**Problem requirements:** Read the data below. Every line holding the string "lines" must be copied.
Input material Start Marker
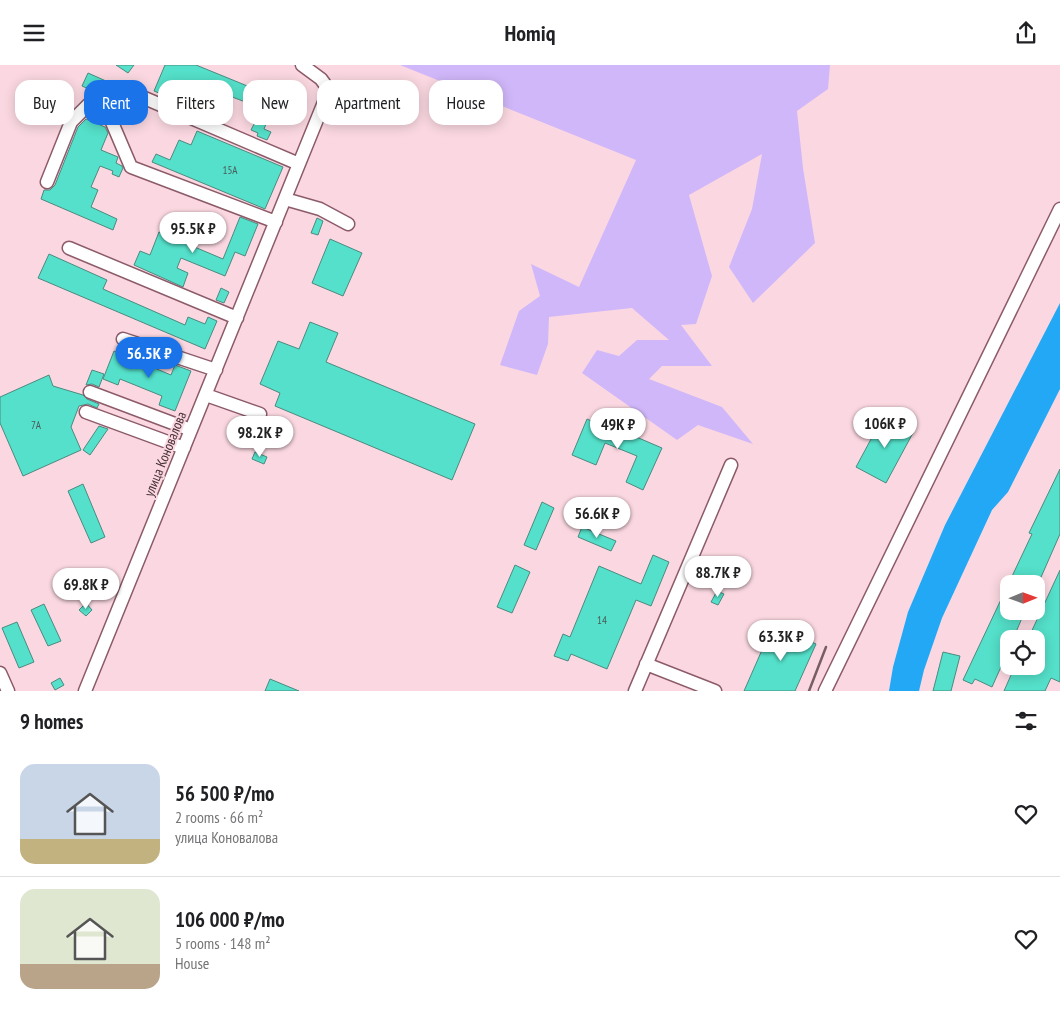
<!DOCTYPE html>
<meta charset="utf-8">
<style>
:root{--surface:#fff;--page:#f2f2f2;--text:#202124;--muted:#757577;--line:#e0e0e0;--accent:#1a73e8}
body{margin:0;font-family:"PT Sans Narrow",sans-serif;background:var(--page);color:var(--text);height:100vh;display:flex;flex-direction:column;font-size:19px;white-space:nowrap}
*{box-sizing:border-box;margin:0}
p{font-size:16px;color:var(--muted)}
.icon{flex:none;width:28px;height:28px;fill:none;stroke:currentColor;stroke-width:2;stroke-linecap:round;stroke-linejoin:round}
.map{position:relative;height:626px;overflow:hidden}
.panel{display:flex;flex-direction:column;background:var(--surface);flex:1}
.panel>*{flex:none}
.hud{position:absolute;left:15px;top:15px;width:500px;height:45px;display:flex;gap:10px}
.needle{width:32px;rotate:89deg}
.buttons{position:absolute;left:1000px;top:510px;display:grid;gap:10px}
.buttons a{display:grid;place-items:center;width:45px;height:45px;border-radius:10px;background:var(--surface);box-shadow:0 2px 12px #0003;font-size:25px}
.price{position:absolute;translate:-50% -42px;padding:0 11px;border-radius:18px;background:#fff;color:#222;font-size:16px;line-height:32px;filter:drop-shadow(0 1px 2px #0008)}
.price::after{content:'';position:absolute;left:50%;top:30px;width:15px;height:11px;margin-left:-8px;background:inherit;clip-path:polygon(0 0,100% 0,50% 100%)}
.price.active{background:var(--accent);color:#fff}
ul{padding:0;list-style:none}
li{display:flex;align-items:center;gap:15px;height:125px;padding:0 20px}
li+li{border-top:1px solid var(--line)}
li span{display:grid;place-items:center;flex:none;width:140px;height:100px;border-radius:15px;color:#555}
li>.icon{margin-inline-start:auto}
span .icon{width:60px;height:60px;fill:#fffc;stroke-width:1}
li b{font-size:21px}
h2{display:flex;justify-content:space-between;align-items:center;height:60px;padding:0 20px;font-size:21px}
.tag{padding:0 18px;border-radius:15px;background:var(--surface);box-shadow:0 2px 12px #0003;font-size:18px;line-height:45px}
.tag.active{background:var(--accent);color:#fff}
header{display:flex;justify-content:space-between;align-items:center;height:65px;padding:0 20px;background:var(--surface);font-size:22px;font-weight:600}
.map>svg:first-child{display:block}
.green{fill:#d0b7f9}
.water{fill:#22a8f4}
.building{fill:#54e0ca;stroke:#4b8a7f}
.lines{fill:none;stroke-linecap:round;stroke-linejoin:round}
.minor-casing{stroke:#8c5b69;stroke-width:15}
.minor{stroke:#fff;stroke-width:12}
.rail{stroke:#775e65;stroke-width:2.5}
.labels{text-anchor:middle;stroke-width:4;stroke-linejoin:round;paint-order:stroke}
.number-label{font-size:11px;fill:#495b5a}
.street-label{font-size:14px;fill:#452f35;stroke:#fbd8e1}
</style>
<header><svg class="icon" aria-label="menu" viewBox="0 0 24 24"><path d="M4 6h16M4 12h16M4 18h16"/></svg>Homiq<svg class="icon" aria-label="share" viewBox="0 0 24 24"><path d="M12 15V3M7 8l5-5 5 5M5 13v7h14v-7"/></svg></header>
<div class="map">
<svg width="1060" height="626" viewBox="0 0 1060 626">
<rect width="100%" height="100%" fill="#fbd8e1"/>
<path class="green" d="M400,0H830L828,24L797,46L803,103L815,178L753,238L729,202L752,144L762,89L689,130L712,211L696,259L681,260L712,301H662L649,314L722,342L753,379L698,360L677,375L582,308L597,285L619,291L637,275H669L632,243L549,252L548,279L537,310L500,300L519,246L540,231L531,199L579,222L636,95Z"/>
<path class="water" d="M1060,238V324L1008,427L992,445L942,553L924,605L919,626H889L893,602L908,547L945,460Z"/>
<path class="building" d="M116,0H134L128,8Z
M165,0H196L267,29L261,43L214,25L210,35L231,44L226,56L154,26Z
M88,8L106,16L100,29L82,21Z
M86,54L105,62L108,68L101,85L118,92L116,98L122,101L123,103L119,112L112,109L113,106L100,101L91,122L98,125L91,142L117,154L113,165L41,134L44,125H50L55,120L78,62Z
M256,55L266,59L264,64L271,67L267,75L257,71L258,68L251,65Z
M197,66L283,102L265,144L152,97L156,89L170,95L179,75L191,80Z
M240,152L258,159L245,191L235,187L225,211L181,193L177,203L188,208L183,222L134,200L140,186L150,190L159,167L223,194Z
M317,153L323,156L318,170L311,168Z
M330,174L362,188L343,231L312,218Z
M49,189L107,215L103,224L185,260L188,252L205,259L208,252L217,256L205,284L38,213Z
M221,223L229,227L224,238L216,235Z
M310,257L338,268L326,297L475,359L452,415L275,341L280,328L260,319L278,276L299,284Z
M114,286L171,310L175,300L191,306L175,346L159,340L162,331L120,314L118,320L103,314Z
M92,305L104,309L99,322L92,319L86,320Z
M49,310L53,321L83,330L87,334L99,339L97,343L88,339L79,341L71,362L81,385L23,411L0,358V332Z
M884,350L914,366L886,418L856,402Z
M587,354L612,365L613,362L662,383L643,425L626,417L637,391L605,378L596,400L572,390Z
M99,361L108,364L90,390L83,385Z
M255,387L267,392L264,399L252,394Z
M1060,404V469L1038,519H1009V546H1025L1013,574H1009V584L992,622L975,614L972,619L963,615L1032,469L1029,468Z
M83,419L105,472L91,478L68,426Z
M542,437L554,443L536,485L524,480Z
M582,462L616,476L611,486L578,472Z
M653,490L669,497L651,541L636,535L607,604L571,589L568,596L554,591L563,569L570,572L599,501L641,519Z
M515,500L530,507L512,548L497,542Z
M1060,505V617L1051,613L1045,626H1004L1015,601H1036V574H1028Z
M717,526L724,529L718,540L711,537Z
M86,538L92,545L86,551L79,545Z
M44,539L61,576L48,581L31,545Z
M17,557L34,597L19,603L2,563Z
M773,560L816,579L795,626H744Z
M943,587L960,591L951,626H933Z
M60,613L64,620L55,625L51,618Z
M270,614L299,626H265Z"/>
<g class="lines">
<g class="minor-casing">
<path id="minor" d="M128,26L299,99
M47,117L71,57L91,37L111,55L131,102L276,157
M285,134L320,144L348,159
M69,183L237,253
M123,274L216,305
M90,327L191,365
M206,330L260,349
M86,347L184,383
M646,599L715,626
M0,608L8,626
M85,626L329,25L321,14L302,0
M635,626L731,400
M825,626L1060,144"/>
</g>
<use href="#minor" class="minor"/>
<path class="rail" d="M809,626L826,582"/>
</g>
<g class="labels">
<g class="number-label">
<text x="230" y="109">15А</text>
<text x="36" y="364">7А</text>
<text x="602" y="559">14</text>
</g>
<g class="street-label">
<text transform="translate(165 389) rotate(-68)" y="5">улица Коновалова</text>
</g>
</g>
</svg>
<div class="buttons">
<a><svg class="needle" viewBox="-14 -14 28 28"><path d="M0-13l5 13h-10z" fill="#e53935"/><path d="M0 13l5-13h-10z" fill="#757577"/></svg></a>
<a><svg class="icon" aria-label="locate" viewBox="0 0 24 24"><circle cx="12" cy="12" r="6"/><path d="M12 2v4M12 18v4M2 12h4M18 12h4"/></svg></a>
</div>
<b class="price" style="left:193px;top:189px">95.5K ₽</b>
<b class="price active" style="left:149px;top:314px">56.5K ₽</b>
<b class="price" style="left:885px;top:384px">106K ₽</b>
<b class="price" style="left:618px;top:385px">49K ₽</b>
<b class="price" style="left:260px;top:393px">98.2K ₽</b>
<b class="price" style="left:597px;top:474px">56.6K ₽</b>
<b class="price" style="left:718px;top:533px">88.7K ₽</b>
<b class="price" style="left:86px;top:545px">69.8K ₽</b>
<b class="price" style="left:781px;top:597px">63.3K ₽</b>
<div class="hud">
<a class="tag">Buy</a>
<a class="tag active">Rent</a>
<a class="tag">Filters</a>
<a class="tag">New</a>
<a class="tag">Apartment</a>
<a class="tag">House</a>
</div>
</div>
<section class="panel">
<h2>9 homes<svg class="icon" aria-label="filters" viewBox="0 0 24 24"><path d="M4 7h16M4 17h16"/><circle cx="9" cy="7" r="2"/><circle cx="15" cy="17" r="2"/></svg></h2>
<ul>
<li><span style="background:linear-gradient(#c9d6e8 75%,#c2b280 0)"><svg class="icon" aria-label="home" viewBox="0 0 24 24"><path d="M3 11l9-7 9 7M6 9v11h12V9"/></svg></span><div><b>56 500 ₽/mo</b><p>2 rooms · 66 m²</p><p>улица Коновалова</p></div><svg class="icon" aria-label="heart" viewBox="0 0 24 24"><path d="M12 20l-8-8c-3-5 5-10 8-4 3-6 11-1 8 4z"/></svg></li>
<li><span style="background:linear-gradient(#dfe7d0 75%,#b9a48a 0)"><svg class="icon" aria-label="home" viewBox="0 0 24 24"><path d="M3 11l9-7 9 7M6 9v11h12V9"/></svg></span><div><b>106 000 ₽/mo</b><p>5 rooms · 148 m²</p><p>House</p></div><svg class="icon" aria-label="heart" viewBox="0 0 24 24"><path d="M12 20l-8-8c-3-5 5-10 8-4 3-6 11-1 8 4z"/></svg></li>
</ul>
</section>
Input material End Marker
**Task response:**
.lines{fill:none;stroke-linecap:round;stroke-linejoin:round}
<g class="lines">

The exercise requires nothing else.